Damian Barr is an award-winning writer and columnist, known and loved for hosting the Damian Barr Literary Salon, where he tempts the world’s finest writers to the world’s loveliest venues to read from their latest greatest works and share their own stories. Maggie & Me, his memoir about coming of age and coming out in Thatcher’s Britain, was a BBC Radio 4 Book of the Week and Sunday Times Memoir of the Year, and won the Paddy Power Political Books ‘Satire’ Award and Stonewall Writer of the Year Award. Damian writes columns for the Big Issue and High Life and often appears on BBC Radio 4. You Will Be Safe Here is his debut novel.

From the book that saved his life, to the novel that broke his heart, read on to find out which eight books Damian chose for his Desert Island Books.

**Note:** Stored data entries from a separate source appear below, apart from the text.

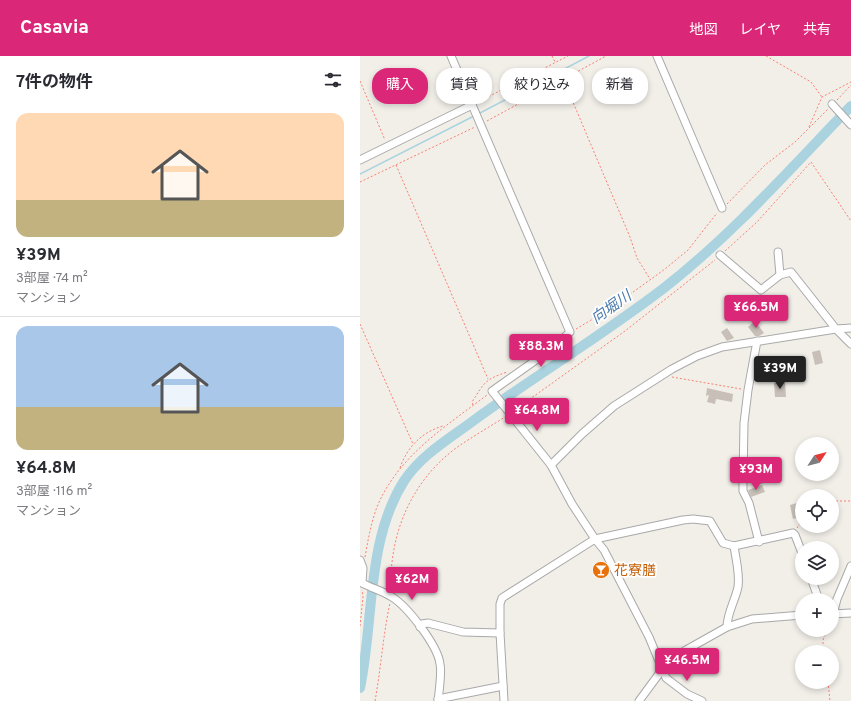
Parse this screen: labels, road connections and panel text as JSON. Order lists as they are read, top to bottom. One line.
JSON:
{"water":["向堀川"],"places":{"bar":["花寮膳"]},"north":"top right","page":{"header":"Casavia","nav":["地図","レイヤ","共有"],"heading":"7件の物件","chip":["購入","賃貸","絞り込み","新着"],"list":[{"name":"¥39M","note":"3部屋 · 74 m² · マンション"},{"name":"¥64.8M","note":"3部屋 · 116 m² · マンション"}],"price":["¥66.5M","¥88.3M","¥39M","¥64.8M","¥93M","¥62M","¥46.5M"],"map_buttons":["+","−"]}}
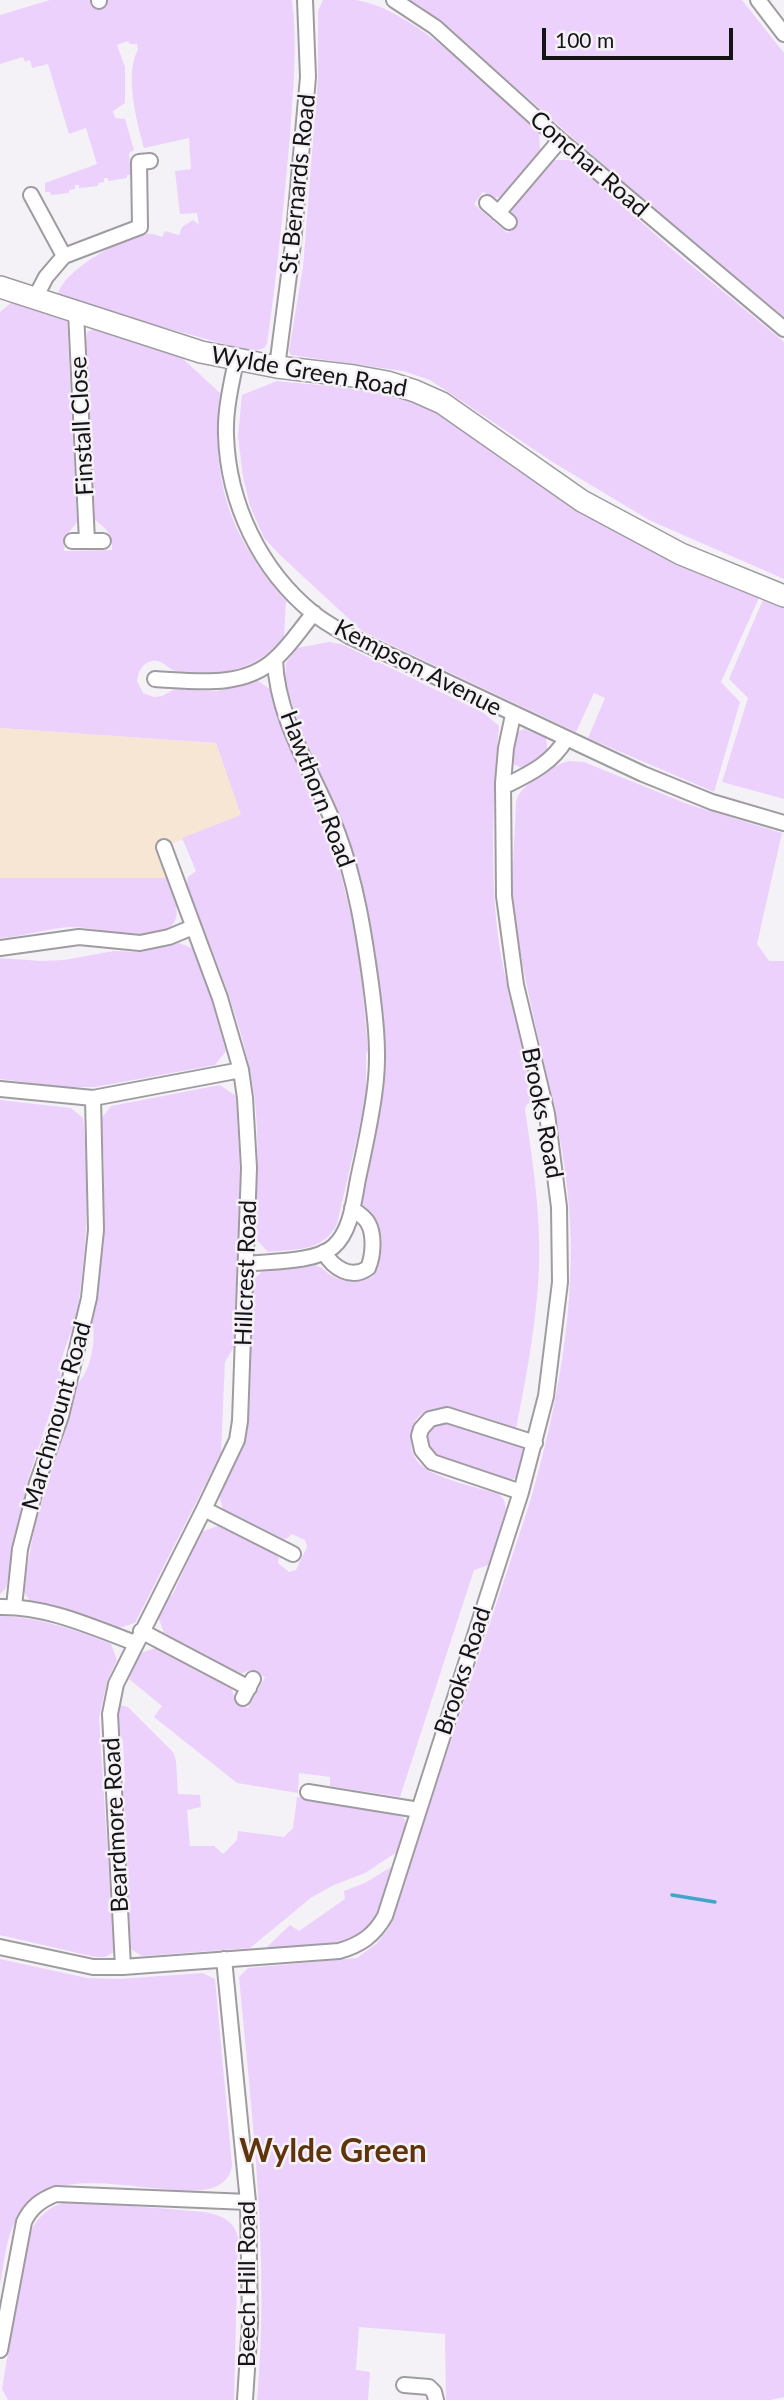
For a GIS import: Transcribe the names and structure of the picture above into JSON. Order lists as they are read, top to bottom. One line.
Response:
{"streets":{"street":["Conchar Road","St Bernards Road","Wylde Green Road","Finstall Close","Kempson Avenue","Hawthorn Road","Brooks Road","Hillcrest Road","Marchmount Road","Beardmore Road","Beech Hill Road"]},"crossings":[["St Bernards Road","Wylde Green Road"],["Wylde Green Road","Finstall Close"],["Wylde Green Road","Kempson Avenue"],["Kempson Avenue","Brooks Road"],["Brooks Road","Beardmore Road"],["Brooks Road","Beech Hill Road"],["Hillcrest Road","Beardmore Road"]],"districts":["Wylde Green"],"scale_bar":"100 m"}
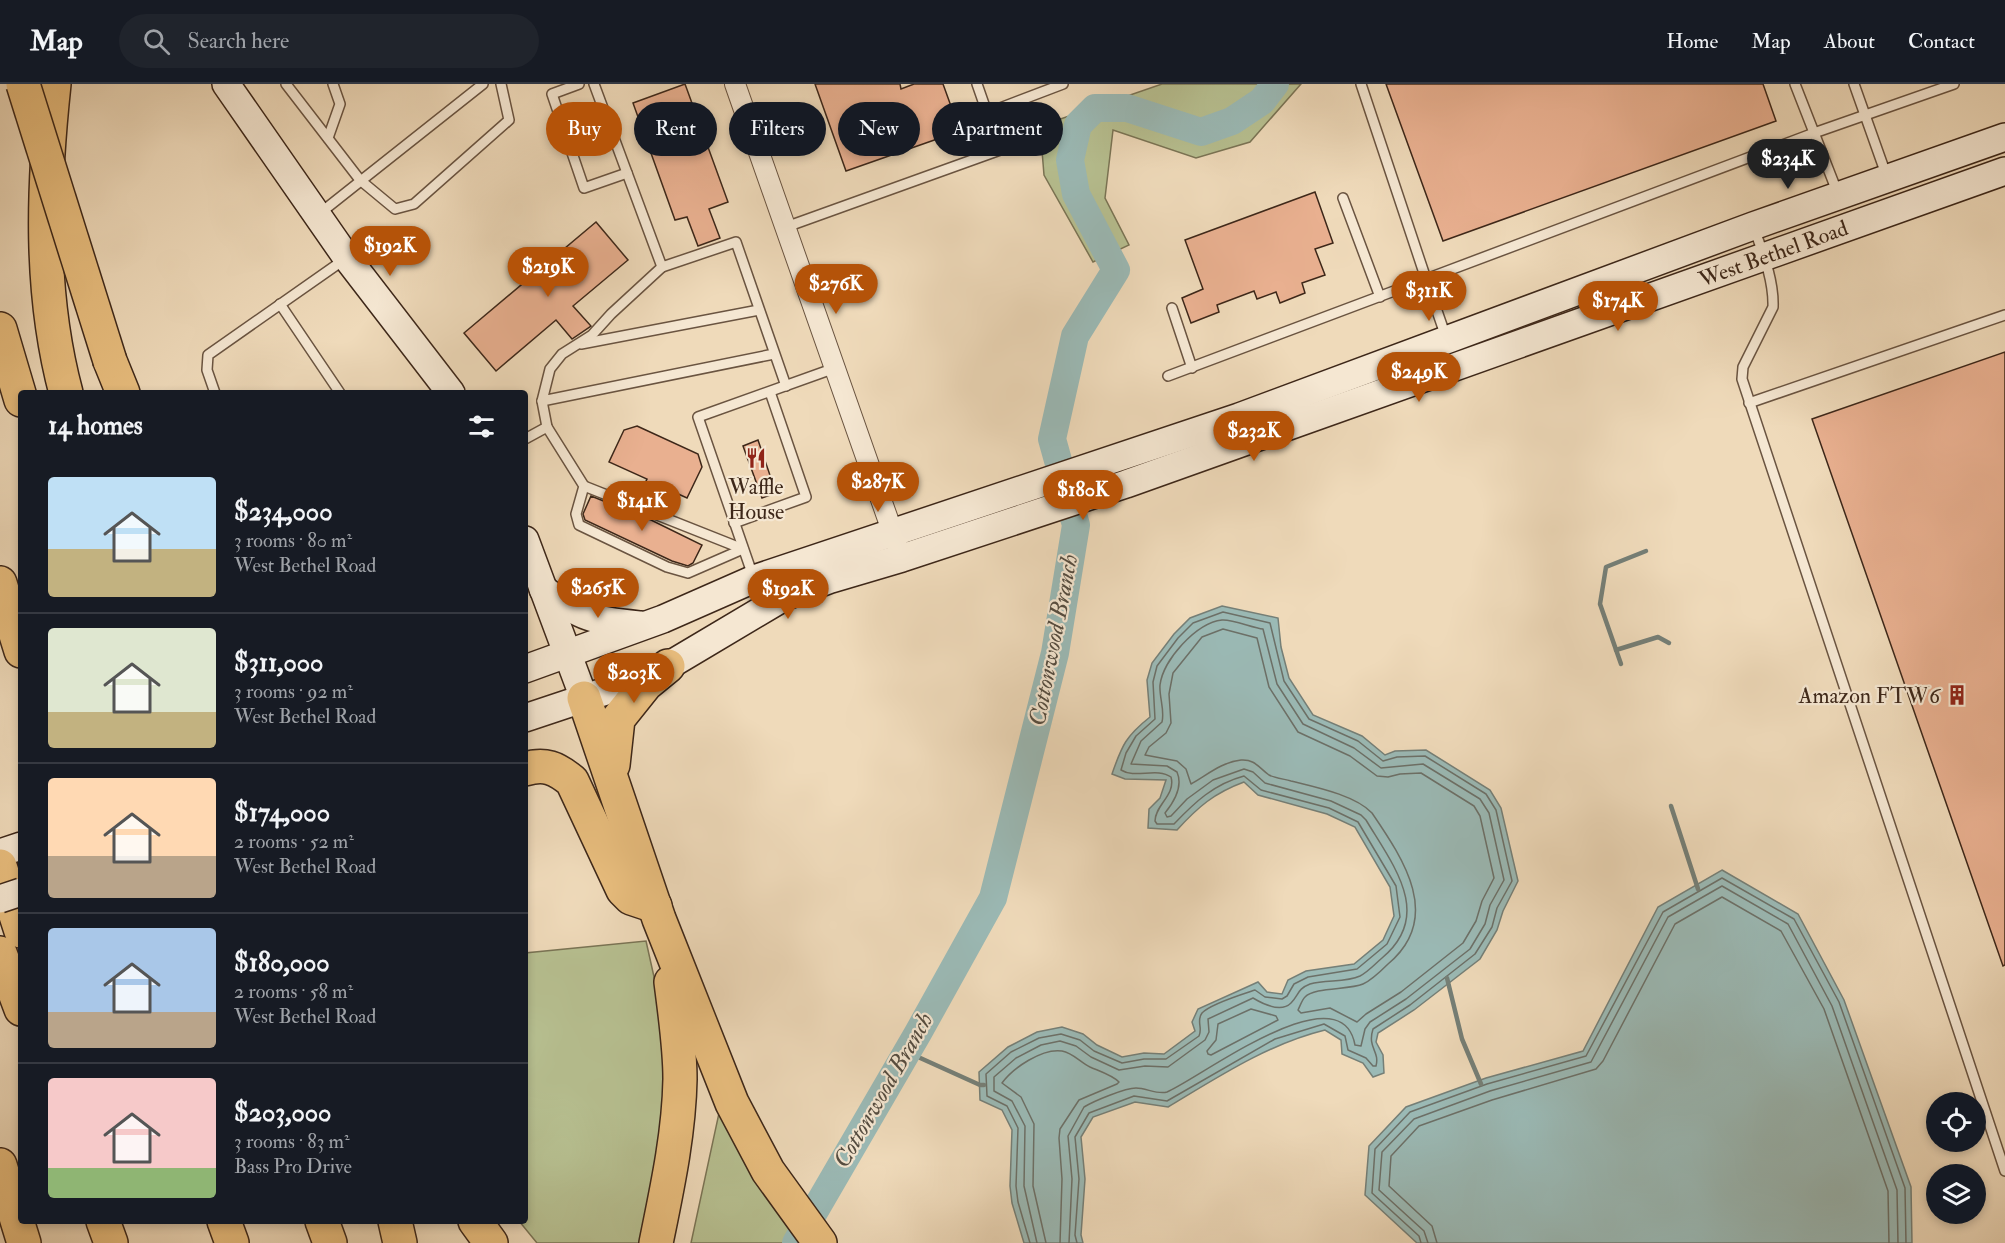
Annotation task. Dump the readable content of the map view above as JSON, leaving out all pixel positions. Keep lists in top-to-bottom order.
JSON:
{
  "streets": {
    "main road": ["West Bethel Road"]
  },
  "water": ["Cottonwood Branch"],
  "places": {
    "restaurant": ["Waffle House"],
    "building": ["Amazon FTW6"]
  },
  "page": {
    "header": "Map",
    "search": "Search here",
    "nav": [
      "Home",
      "Map",
      "About",
      "Contact"
    ],
    "chip": [
      "Buy",
      "Rent",
      "Filters",
      "New",
      "Apartment"
    ],
    "price": [
      "$234K",
      "$192K",
      "$219K",
      "$276K",
      "$311K",
      "$174K",
      "$249K",
      "$232K",
      "$287K",
      "$180K",
      "$141K",
      "$265K",
      "$192K",
      "$203K"
    ],
    "heading": "14 homes",
    "list": [
      {
        "name": "$234,000",
        "note": "3 rooms · 80 m² · West Bethel Road"
      },
      {
        "name": "$311,000",
        "note": "3 rooms · 92 m² · West Bethel Road"
      },
      {
        "name": "$174,000",
        "note": "2 rooms · 52 m² · West Bethel Road"
      },
      {
        "name": "$180,000",
        "note": "2 rooms · 58 m² · West Bethel Road"
      },
      {
        "name": "$203,000",
        "note": "3 rooms · 83 m² · Bass Pro Drive"
      }
    ]
  }
}
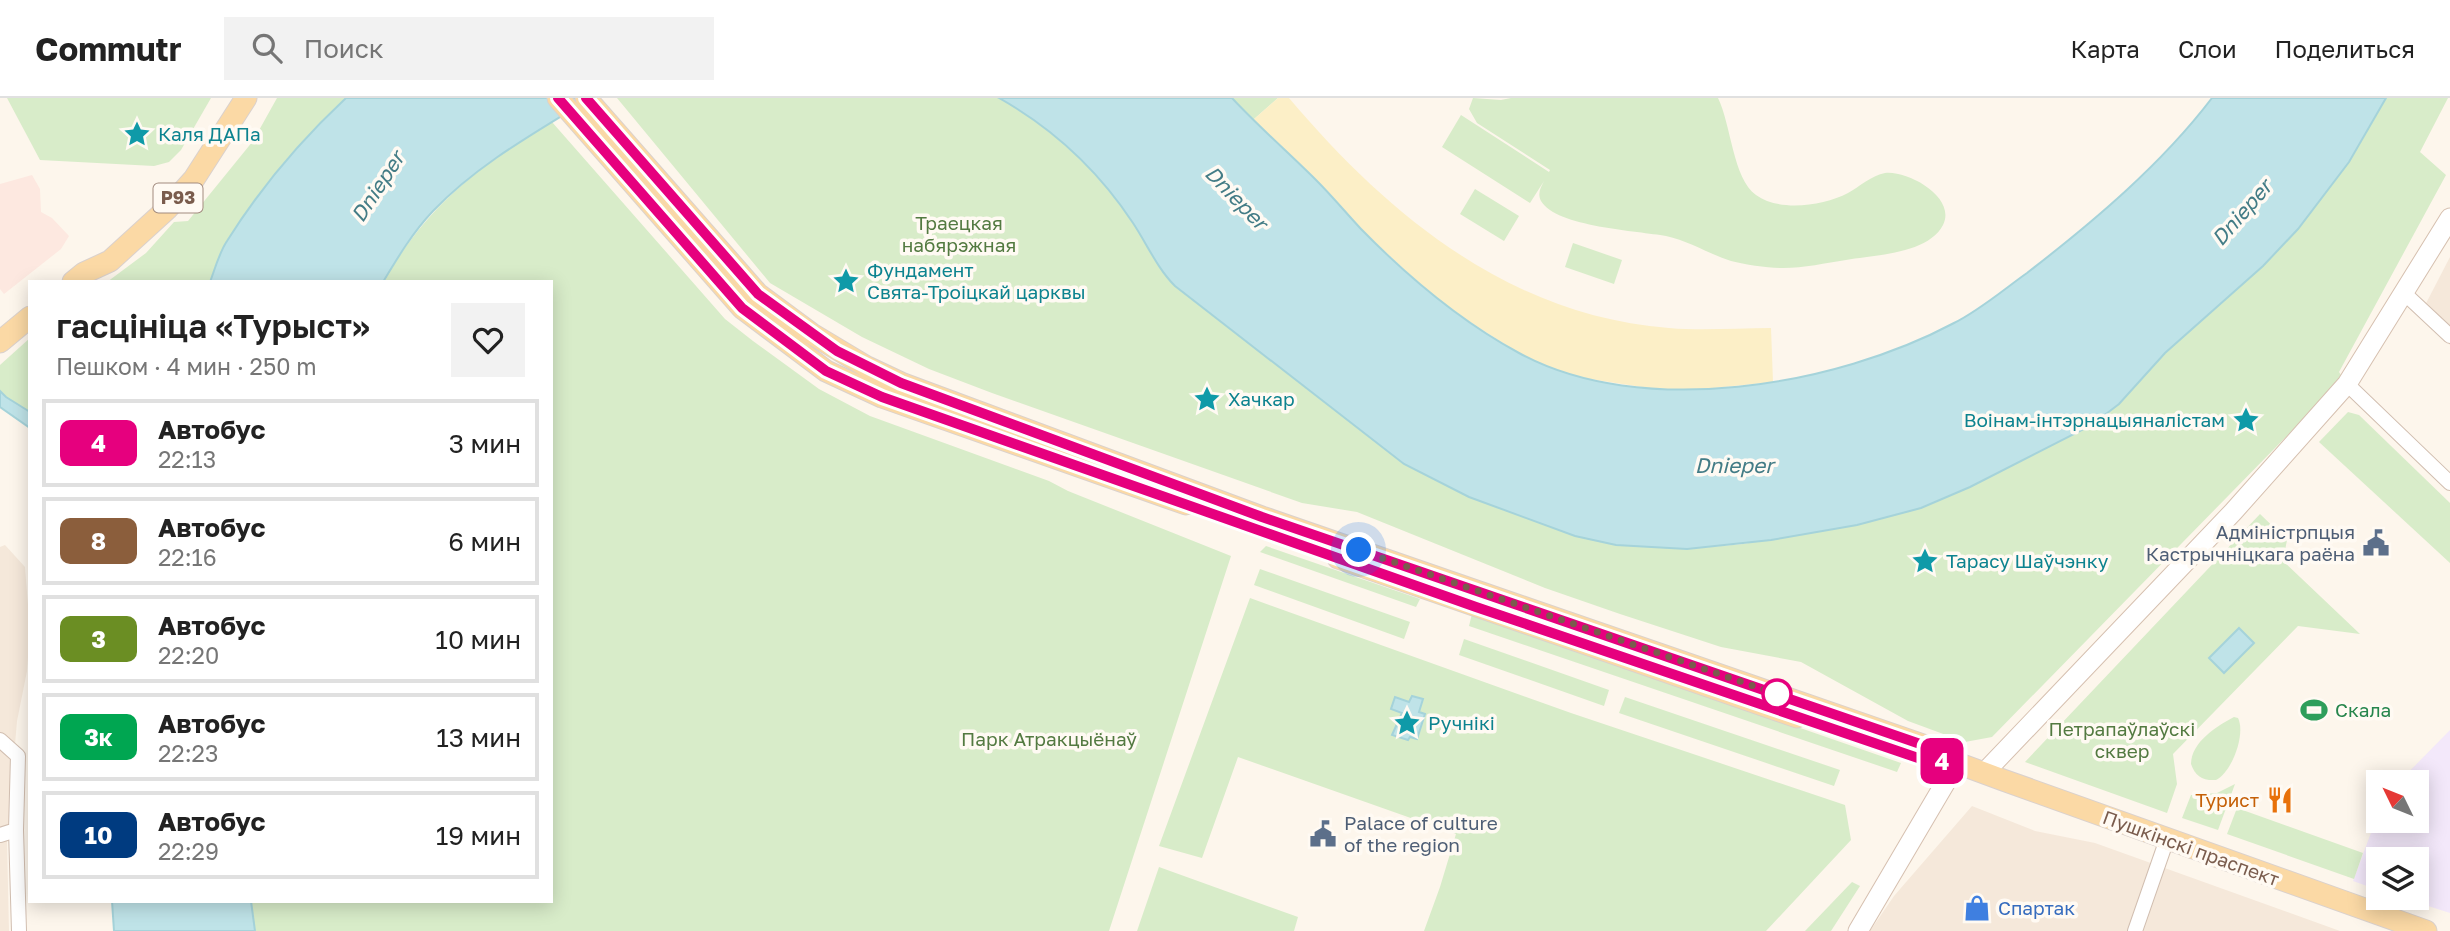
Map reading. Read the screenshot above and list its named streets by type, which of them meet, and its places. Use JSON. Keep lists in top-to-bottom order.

You Will be Safe Here by Damian Barr

Tales of the City by Armistead Maupin

The right book in the right hands at the right time can change a life—maybe even save it.  That’s what Tales of the City did for me. I was 14 and busy hating my big gay self when I won a school trip from an especially unsunny corner of Scotland to Brighton.  In a bookshop there I found Tales and on that visit I decided Brighton would become my San Francisco. I found home in the pages of Maupin’s novels of San Francisco life. And I found the possibility of friendships, of love, of life. I relived that trip for a chapter in my memoir Maggie & Me. Home is at the heart of our most enduring and powerful tales: it’s where Odysseus sails back to and it’s why Dorothy follows the Yellow Brick Road. I found it at 28 Barbary Lane: a fictional address in a fantasy house that feels real, peopled by characters so beloved they’re family – better than family.

Armistead Maupin began Tales in 1976 – the year I was born. Told from multiple perspectives at a breathless pace it was first published as a newspaper serial and featured real news: it was among the first fiction to tackle AIDS. Heart-warming and heart-breaking, Tales takes us from 1976 to 2012, from shared landlines to social media, from Quaaludes to Molly (MDMA), from the fringe to the mainstream. If you’ve somehow missed the multi-million-selling series turned mini-series let me tell you how very jealous I am.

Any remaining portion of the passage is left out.